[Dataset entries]
'''

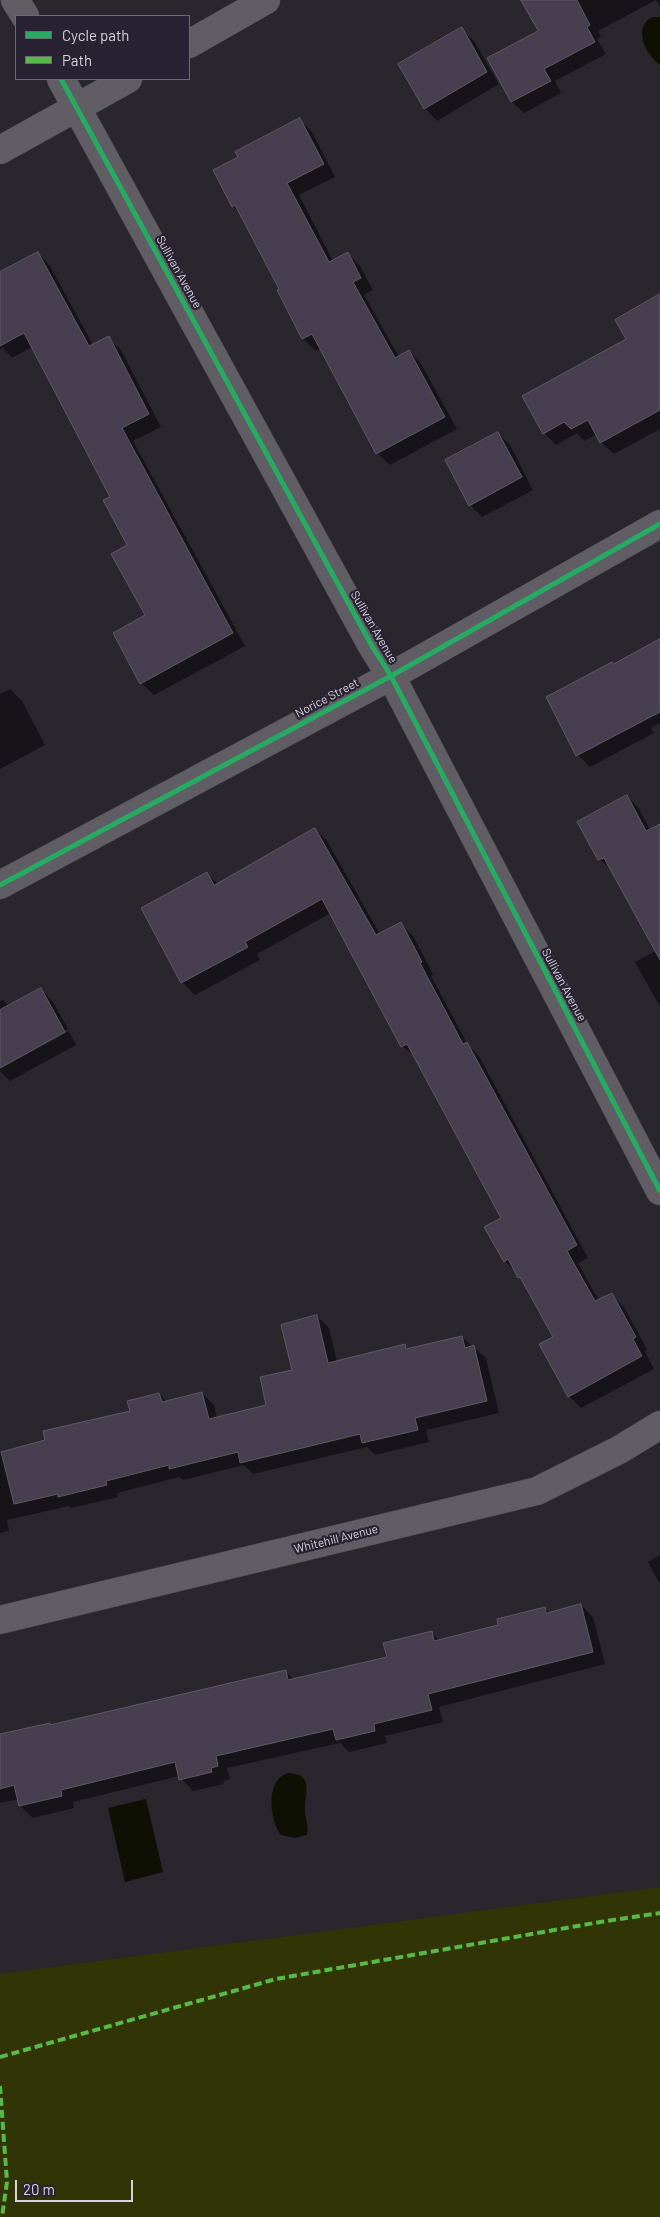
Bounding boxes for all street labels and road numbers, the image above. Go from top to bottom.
street label: Sullivan Avenue [153,233,205,311]
street label: Sullivan Avenue [348,588,400,666]
street label: Norice Street [293,675,361,721]
street label: Sullivan Avenue [539,946,589,1024]
street label: Whitehill Avenue [292,1522,380,1556]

'''

* **YOUR INSTRUCTIONS**:
Set down the data exactly as it appears, without any images.

* **ANSWER TO THIS PROBLEM**:
Bounding boxes for all street labels and road numbers, the image above. Go from top to bottom.
street label: Sullivan Avenue [153,233,205,311]
street label: Sullivan Avenue [348,588,400,666]
street label: Norice Street [293,675,361,721]
street label: Sullivan Avenue [539,946,589,1024]
street label: Whitehill Avenue [292,1522,380,1556]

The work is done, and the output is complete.